Sementara di sebrangnya, Diana sudah memulai sarapannya, tanpa mengurusi sarapan suaminya. karena memang Keanu lebih dulu datang. Namun sudah biasa mereka seperti itu.
Satu persatu para lelaki di rumah itu pergi berangkat untuk bekerja, tersisa para wanita yang masih duduk di kursi meja makan.
"Di, bantu mama bawakan piring kotor itu." Pinta Sisika kepada Diana.
Saat itu Diana masih belum selesai sarapannya.

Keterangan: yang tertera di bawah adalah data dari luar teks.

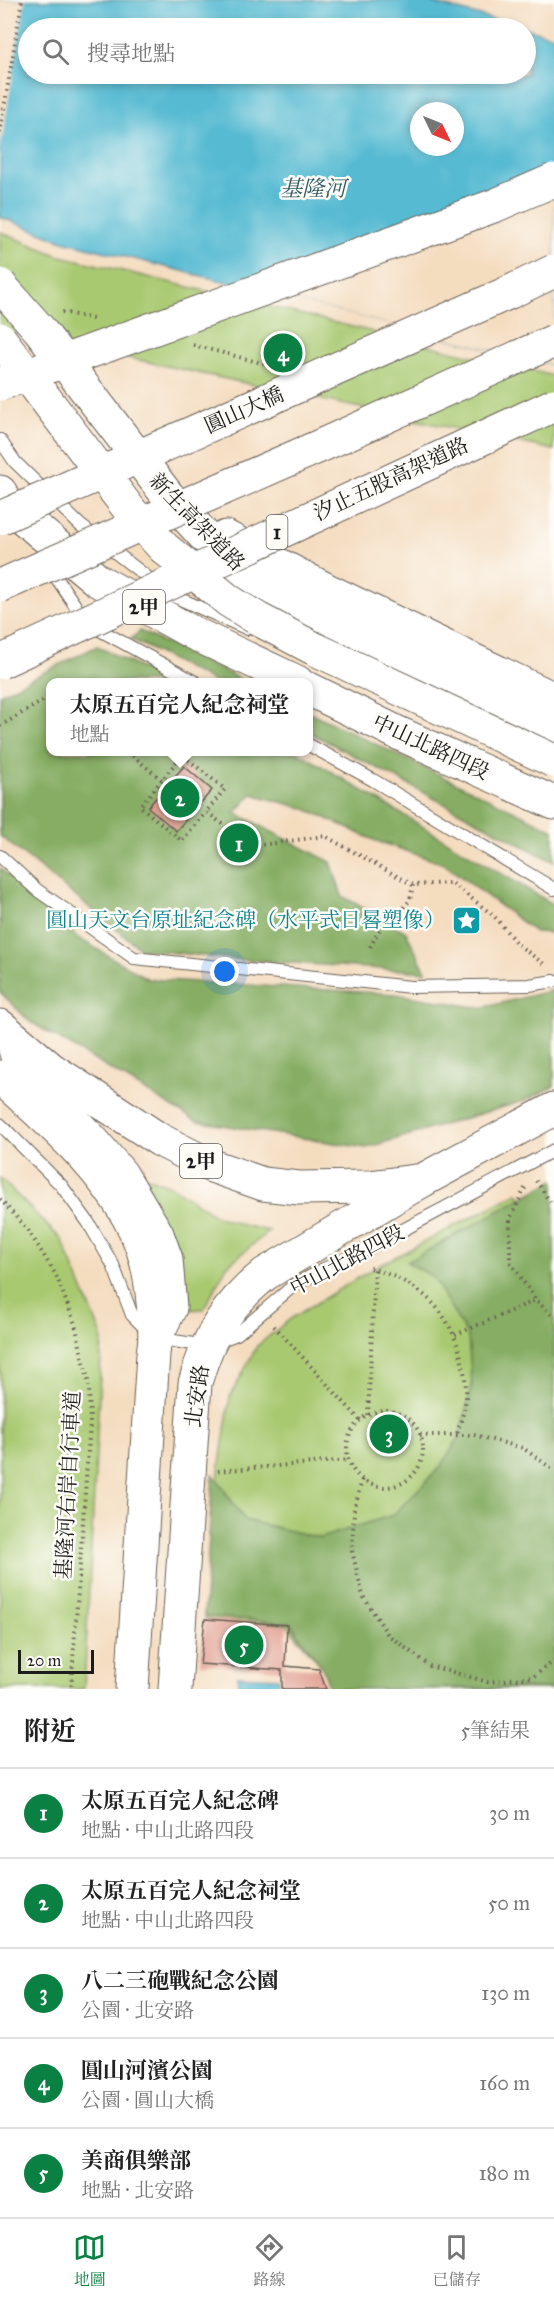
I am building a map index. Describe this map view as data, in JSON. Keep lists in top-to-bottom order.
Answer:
{
  "streets": {
    "main road": [
      "圓山大橋",
      "汐止五股高架道路",
      "新生高架道路",
      "1",
      "2甲",
      "中山北路四段",
      "北安路"
    ],
    "path": ["基隆河右岸自行車道"]
  },
  "crossings": [
    ["圓山大橋", "2甲"],
    ["2甲", "北安路"],
    ["中山北路四段", "北安路"]
  ],
  "water": ["基隆河"],
  "places": {
    "place": ["圓山天文台原址紀念碑（水平式日晷塑像）"]
  },
  "scale_bar": "20 m",
  "north": "bottom right",
  "page": {
    "search": "搜尋地點",
    "pins": [
      "4",
      "2",
      "1",
      "3",
      "5"
    ],
    "popup": ["太原五百完人紀念祠堂", "地點"],
    "scale": "20 m",
    "heading": ["附近", "5筆結果"],
    "list": [
      {
        "mark": "1",
        "name": "太原五百完人紀念碑",
        "note": "地點 · 中山北路四段",
        "value": "30 m"
      },
      {
        "mark": "2",
        "name": "太原五百完人紀念祠堂",
        "note": "地點 · 中山北路四段",
        "value": "50 m"
      },
      {
        "mark": "3",
        "name": "八二三砲戰紀念公園",
        "note": "公園 · 北安路",
        "value": "130 m"
      },
      {
        "mark": "4",
        "name": "圓山河濱公園",
        "note": "公園 · 圓山大橋",
        "value": "160 m"
      },
      {
        "mark": "5",
        "name": "美商俱樂部",
        "note": "地點 · 北安路",
        "value": "180 m"
      }
    ],
    "nav": ["地圖", "路線", "已儲存"]
  }
}
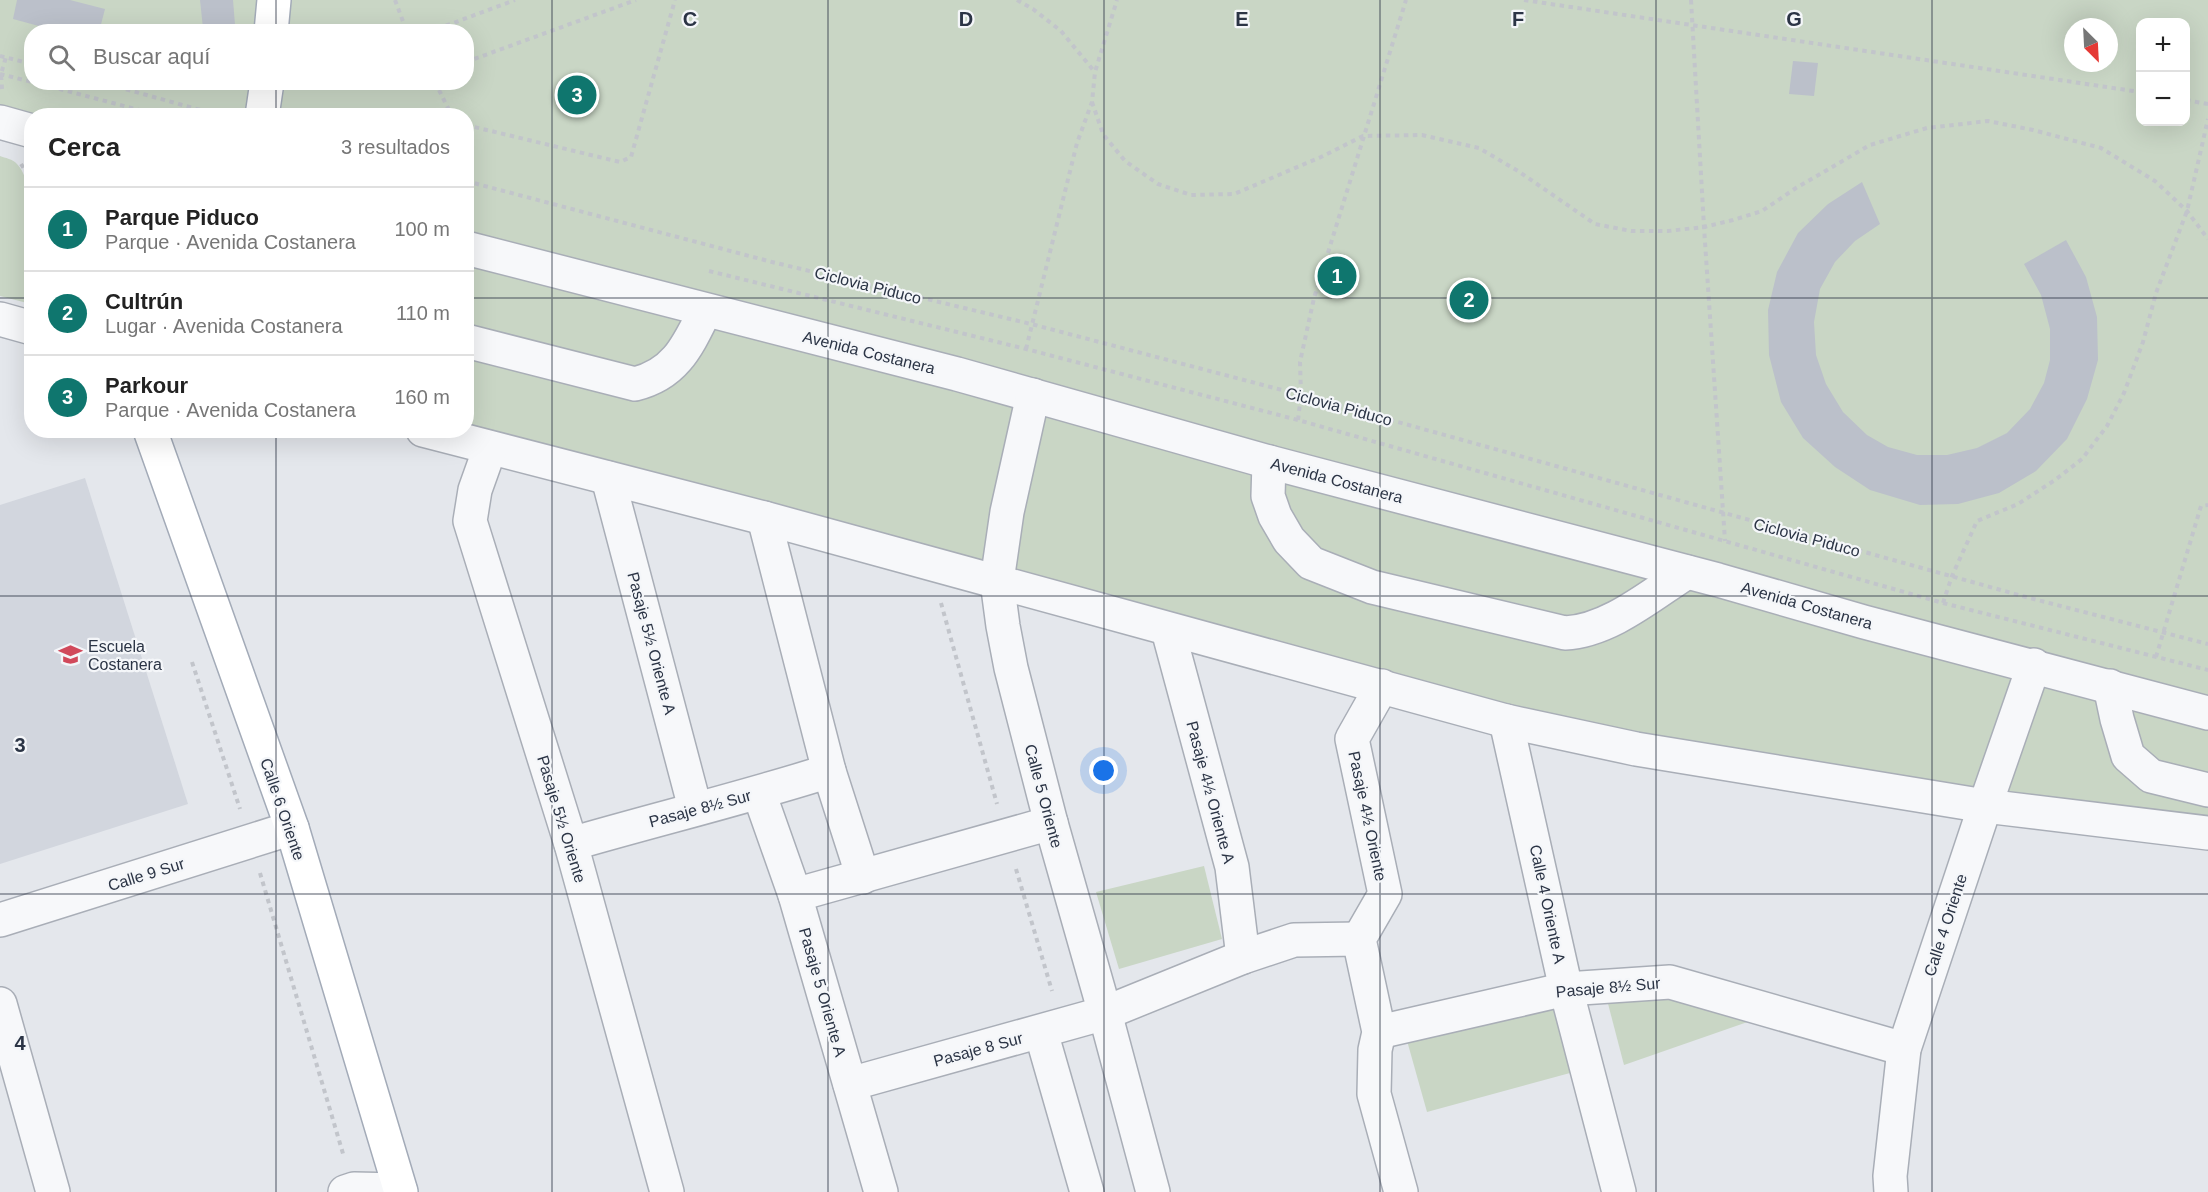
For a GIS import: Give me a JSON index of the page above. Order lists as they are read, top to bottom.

Kemudian Aura berinisiatf mengajukan dirinya.
"Biar aku saja mah."
"Kamu duduk saja, biarkan Diana yang bantu mamah." Ucap Siska, tidak mengizinkan Aura untuk membantunya. Dan itu membuat Diana mendengus kesal.
Siska selalu seperti itu, selalu membiarkan Diana terlibat di dapurnya, sementara Aura tidak di perbolehkan melakukan apapun. Sering kali Diana menatap tak suka kearahnya. Padahal bukan keinginannya, justru diapun ingin di libatkan.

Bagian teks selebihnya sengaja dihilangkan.